Session
Deep Learning (Neural Network Architectures) 8
Neural Dynamic Programming for Musical Self Similarity
Christian Walder · Dongwoo Kim
We present a neural sequence model designed specifically for symbolic music. The model is based on a learned edit distance mechanism which generalises a classic recursion from computer science, leading to a neural dynamic program. Repeated motifs are detected by learning the transformations between them. We represent the arising computational dependencies using a novel data structure, the edit tree; this perspective suggests natural approximations which afford the scaling up of our otherwise cubic time algorithm. We demonstrate our model on real and synthetic data; in all cases it out-performs a strong stacked long short-term memory benchmark.
A Hierarchical Latent Vector Model for Learning Long-Term Structure in Music
Adam Roberts · Jesse Engel · Colin Raffel · Curtis Hawthorne · Douglas Eck
The Variational Autoencoder (VAE) has proven to be an effective model for producing semantically meaningful latent representations for natural data. However, it has thus far seen limited application to sequential data, and, as we demonstrate, existing recurrent VAE models have difficulty modeling sequences with long-term structure. To address this issue, we propose the use of a hierarchical decoder, which first outputs embeddings for subsequences of the input and then uses these embeddings to generate each subsequence independently. This structure encourages the model to utilize its latent code, thereby avoiding the "posterior collapse" problem which remains an issue for recurrent VAEs. We apply this architecture to modeling sequences of musical notes and find that it exhibits dramatically better sampling, interpolation, and reconstruction performance than a "flat" baseline model. An implementation of our "MusicVAE" is available online at https://goo.gl/magenta/musicvae-code.
Fast Decoding in Sequence Models Using Discrete Latent Variables
Lukasz Kaiser · Samy Bengio · Aurko Roy · Ashish Vaswani · Niki Parmar · Jakob Uszkoreit · Noam Shazeer
Autoregressive sequence models based on deep neural networks, such as RNNs, Wavenet and Transformer are the state-of-the-art on many tasks. However, they lack parallelism and are thus slow for long sequences. RNNs lack parallelism both during training and decoding, while architectures like WaveNet and Transformer are much more parallel during training, but still lack parallelism during decoding.We present a method to extend sequence models using discrete latent variables that makes decoding much more parallel. The main idea behind this approach is to first autoencode the target sequence into a shorter discrete latent sequence, which is generated autoregressively, and finally decode the full sequence from this shorter latent sequence in a parallel manner. To this end, we introduce a new method for constructing discrete latent variables and compare it with previously introduced methods. Finally, we verify that our model works on the task of neural machine translation, where our models are an order of magnitude faster than comparable autoregressive models and, while lower in BLEU than purely autoregressive models, better than previously proposed non-autogregressive translation.

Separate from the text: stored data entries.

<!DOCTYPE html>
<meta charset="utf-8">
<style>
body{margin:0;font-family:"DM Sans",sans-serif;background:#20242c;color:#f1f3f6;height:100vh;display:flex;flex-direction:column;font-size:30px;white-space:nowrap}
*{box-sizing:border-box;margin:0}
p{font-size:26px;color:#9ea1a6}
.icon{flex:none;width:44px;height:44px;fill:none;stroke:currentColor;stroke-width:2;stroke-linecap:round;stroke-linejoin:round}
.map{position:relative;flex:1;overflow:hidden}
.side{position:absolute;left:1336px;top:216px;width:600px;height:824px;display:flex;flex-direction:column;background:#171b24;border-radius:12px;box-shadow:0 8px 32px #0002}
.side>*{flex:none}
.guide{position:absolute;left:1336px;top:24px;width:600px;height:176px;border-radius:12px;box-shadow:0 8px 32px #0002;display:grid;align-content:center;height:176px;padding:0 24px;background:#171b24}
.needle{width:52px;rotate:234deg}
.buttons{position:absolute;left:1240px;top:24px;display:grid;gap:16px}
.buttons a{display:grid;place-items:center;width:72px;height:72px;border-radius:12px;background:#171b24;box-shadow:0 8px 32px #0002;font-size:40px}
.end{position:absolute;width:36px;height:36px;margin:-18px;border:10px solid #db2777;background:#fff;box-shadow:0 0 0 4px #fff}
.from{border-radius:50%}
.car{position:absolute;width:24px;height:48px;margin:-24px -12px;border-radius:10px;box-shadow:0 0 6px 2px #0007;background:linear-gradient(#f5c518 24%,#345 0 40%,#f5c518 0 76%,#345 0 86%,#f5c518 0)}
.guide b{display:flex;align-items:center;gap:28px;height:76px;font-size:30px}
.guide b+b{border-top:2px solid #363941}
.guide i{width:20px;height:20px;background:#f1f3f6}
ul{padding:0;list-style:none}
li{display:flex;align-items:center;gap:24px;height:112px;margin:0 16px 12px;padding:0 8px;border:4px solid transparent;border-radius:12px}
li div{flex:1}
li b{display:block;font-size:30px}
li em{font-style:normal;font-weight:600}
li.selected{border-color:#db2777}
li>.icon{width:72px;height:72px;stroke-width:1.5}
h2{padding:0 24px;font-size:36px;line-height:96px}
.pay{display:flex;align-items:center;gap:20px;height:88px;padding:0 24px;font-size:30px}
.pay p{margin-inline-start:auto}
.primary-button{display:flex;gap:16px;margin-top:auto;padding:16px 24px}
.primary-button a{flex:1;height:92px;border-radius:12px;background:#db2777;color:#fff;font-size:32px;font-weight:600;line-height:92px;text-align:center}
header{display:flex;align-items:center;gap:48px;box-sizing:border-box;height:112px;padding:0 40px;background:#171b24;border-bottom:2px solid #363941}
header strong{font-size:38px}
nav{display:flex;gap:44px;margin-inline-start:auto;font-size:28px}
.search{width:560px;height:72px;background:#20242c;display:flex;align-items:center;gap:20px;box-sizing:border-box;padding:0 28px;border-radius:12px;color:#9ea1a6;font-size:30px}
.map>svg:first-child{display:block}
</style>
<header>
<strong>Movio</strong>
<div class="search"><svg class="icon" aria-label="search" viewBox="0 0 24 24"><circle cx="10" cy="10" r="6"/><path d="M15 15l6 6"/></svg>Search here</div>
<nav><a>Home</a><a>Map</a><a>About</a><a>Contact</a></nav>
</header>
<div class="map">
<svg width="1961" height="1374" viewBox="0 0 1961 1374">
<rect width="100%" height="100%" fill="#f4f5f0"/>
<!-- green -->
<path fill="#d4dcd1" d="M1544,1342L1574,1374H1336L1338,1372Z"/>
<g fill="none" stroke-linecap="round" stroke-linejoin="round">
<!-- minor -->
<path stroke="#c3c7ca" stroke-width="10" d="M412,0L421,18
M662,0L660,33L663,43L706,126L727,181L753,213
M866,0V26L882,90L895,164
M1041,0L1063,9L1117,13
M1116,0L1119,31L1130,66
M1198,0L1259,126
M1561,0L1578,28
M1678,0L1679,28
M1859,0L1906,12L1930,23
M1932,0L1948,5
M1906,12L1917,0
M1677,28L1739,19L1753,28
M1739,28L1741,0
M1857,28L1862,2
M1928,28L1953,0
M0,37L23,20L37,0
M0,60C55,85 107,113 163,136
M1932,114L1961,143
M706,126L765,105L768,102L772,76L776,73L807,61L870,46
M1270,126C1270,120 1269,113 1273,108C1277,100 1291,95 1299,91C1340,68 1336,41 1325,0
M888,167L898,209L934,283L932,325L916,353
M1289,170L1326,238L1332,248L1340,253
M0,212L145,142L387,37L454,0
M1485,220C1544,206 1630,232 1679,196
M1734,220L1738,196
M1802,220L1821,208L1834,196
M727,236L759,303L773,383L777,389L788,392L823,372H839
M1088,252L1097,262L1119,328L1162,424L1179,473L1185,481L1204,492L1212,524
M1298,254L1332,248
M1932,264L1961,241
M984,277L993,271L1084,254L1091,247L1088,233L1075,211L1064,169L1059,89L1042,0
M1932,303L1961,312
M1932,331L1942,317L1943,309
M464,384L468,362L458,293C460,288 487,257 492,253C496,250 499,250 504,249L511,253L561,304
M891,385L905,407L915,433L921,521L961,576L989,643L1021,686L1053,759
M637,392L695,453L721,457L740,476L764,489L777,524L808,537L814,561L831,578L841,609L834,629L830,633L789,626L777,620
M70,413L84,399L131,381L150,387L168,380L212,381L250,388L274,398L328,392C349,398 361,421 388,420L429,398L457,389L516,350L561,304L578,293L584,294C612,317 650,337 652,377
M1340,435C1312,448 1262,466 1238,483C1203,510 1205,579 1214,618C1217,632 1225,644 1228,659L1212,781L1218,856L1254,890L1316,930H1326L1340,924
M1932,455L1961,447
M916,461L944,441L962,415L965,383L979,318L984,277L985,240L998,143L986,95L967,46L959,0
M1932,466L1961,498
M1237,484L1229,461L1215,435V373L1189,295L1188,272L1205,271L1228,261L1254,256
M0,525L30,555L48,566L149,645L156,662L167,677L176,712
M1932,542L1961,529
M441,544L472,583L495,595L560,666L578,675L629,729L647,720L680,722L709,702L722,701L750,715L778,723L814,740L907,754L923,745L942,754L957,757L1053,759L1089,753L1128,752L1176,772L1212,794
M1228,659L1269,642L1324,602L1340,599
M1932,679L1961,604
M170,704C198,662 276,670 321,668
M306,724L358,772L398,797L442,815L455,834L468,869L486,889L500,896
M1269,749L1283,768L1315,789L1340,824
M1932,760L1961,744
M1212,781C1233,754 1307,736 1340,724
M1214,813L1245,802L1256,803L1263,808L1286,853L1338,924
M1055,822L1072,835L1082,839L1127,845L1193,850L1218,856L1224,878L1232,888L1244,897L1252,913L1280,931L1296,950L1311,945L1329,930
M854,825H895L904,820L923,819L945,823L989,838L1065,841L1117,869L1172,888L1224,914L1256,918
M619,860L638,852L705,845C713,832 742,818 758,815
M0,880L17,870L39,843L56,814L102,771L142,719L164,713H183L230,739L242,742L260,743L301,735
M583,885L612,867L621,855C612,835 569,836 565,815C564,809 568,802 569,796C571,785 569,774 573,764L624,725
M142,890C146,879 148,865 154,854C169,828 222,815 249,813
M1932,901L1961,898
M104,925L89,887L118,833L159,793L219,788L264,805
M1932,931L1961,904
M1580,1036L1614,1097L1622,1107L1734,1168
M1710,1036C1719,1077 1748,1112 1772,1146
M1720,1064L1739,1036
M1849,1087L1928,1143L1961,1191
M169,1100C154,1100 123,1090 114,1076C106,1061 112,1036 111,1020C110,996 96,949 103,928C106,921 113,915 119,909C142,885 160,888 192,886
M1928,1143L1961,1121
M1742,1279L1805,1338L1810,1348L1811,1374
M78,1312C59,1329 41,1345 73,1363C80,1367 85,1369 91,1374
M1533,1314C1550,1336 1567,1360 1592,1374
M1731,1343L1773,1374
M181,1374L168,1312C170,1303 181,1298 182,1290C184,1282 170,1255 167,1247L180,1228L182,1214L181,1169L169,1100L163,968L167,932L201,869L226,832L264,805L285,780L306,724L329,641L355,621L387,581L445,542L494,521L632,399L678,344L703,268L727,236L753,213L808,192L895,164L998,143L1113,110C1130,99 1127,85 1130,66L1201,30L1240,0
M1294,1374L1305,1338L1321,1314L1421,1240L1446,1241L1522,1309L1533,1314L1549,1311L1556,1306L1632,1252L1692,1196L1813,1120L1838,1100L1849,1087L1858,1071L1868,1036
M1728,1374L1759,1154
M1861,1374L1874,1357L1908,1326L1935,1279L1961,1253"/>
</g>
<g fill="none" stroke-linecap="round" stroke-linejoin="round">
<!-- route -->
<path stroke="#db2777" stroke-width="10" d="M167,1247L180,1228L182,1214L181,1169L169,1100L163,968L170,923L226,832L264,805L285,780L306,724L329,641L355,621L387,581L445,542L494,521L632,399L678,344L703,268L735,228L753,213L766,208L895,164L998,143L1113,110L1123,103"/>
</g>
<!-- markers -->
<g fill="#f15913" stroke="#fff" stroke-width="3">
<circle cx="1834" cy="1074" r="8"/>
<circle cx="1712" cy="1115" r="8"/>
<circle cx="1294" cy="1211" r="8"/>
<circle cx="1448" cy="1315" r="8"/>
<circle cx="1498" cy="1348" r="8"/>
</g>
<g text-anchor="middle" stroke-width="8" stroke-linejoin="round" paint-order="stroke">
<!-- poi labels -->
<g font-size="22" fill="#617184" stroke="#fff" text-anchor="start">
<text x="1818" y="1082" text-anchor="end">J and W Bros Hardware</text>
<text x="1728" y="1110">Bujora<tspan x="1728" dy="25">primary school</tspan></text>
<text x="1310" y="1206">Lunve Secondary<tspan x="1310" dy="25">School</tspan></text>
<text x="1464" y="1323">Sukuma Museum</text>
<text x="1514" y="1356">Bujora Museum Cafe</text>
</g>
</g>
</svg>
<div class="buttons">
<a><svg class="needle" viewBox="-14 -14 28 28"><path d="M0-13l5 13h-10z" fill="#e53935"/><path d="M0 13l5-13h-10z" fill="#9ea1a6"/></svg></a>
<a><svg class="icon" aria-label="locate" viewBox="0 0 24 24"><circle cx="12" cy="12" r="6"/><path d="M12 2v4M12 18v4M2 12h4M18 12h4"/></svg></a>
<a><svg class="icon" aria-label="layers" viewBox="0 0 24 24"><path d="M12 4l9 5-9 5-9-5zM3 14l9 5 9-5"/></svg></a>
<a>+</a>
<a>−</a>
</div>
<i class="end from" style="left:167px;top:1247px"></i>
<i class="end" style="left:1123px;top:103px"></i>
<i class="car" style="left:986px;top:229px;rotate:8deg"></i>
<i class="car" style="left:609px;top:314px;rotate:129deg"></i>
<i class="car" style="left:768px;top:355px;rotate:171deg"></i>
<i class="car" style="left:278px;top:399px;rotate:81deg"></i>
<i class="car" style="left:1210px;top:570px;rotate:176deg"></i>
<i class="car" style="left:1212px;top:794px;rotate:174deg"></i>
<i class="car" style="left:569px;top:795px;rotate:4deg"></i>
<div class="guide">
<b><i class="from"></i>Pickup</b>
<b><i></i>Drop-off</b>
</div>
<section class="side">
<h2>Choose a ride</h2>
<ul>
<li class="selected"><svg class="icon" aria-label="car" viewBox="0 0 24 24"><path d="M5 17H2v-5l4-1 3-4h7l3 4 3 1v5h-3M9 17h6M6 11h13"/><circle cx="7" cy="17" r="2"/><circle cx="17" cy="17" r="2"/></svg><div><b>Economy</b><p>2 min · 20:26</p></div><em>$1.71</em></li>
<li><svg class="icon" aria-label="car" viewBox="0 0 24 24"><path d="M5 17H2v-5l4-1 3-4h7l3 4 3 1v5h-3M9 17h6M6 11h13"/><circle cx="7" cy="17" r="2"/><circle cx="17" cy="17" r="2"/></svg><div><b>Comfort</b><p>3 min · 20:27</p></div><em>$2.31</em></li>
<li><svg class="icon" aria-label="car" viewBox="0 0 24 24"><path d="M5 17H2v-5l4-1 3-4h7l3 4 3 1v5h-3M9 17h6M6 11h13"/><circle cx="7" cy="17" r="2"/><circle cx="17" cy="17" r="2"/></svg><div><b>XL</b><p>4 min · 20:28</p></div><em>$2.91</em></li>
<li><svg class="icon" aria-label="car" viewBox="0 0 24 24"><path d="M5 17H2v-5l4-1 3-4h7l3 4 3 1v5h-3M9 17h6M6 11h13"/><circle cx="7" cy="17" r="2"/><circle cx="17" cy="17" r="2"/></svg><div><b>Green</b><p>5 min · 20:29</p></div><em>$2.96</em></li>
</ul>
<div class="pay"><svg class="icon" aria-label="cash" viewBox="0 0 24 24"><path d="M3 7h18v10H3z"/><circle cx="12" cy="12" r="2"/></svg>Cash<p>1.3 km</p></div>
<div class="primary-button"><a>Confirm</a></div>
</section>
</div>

PixelSNAIL: An Improved Autoregressive Generative Model
Xi Chen · Nikhil Mishra · Mostafa Rohaninejad · Pieter Abbeel
Autoregressive generative models achieve the best results in density estimation tasks involving high dimensional data, such as images or audio.They pose density estimation as a sequence modeling task, where a recurrent neural network (RNN) models the conditional distribution over the next element conditioned on all previous elements.In this paradigm, the bottleneck is the extent to which the RNN can model long-range dependencies, and the most successful approaches rely on causal convolutions.Taking inspiration from recent work in meta reinforcement learning, where dealing with long-range dependencies is also essential, we introduce a new generative model architecture that combines causal convolutions with self attention.In this paper, we describe the resulting model and present state-of-the-art log-likelihood results on heavily benchmarked datasets: CIFAR-10, $32 \times 32$ ImageNet and $64 \times 64$ ImageNet.Our implementation will be made available at \url{https://github.com/neocxi/pixelsnail-public}.
Image Transformer
Niki Parmar · Ashish Vaswani · Jakob Uszkoreit · Lukasz Kaiser · Noam Shazeer · Alexander Ku · Dustin Tran
Image generation has been successfully cast as an autoregressive sequence generation or transformation problem. Recent work has shown that self-attention is an effective way of modeling textual sequences. In this work, we generalize a recently proposed model architecture based on self-attention, the Transformer, to a sequence modeling formulation of image generation with a tractable likelihood. By restricting the self-attention mechanism to attend to local neighborhoods we significantly increase the size of images the model can process in practice, despite maintaining significantly larger receptive fields per layer than typical convolutional neural networks. While conceptually simple, our generative models significantly outperform the current state of the art in image generation on ImageNet, improving the best published negative log-likelihood on ImageNet from 3.83 to 3.77.We also present results on image super-resolution with a large magnification ratio, applying an encoder-decoder configuration of our architecture. In a human evaluation study, we find that images generated by our super-resolution model fool human observers three times more often than the previous state of the art.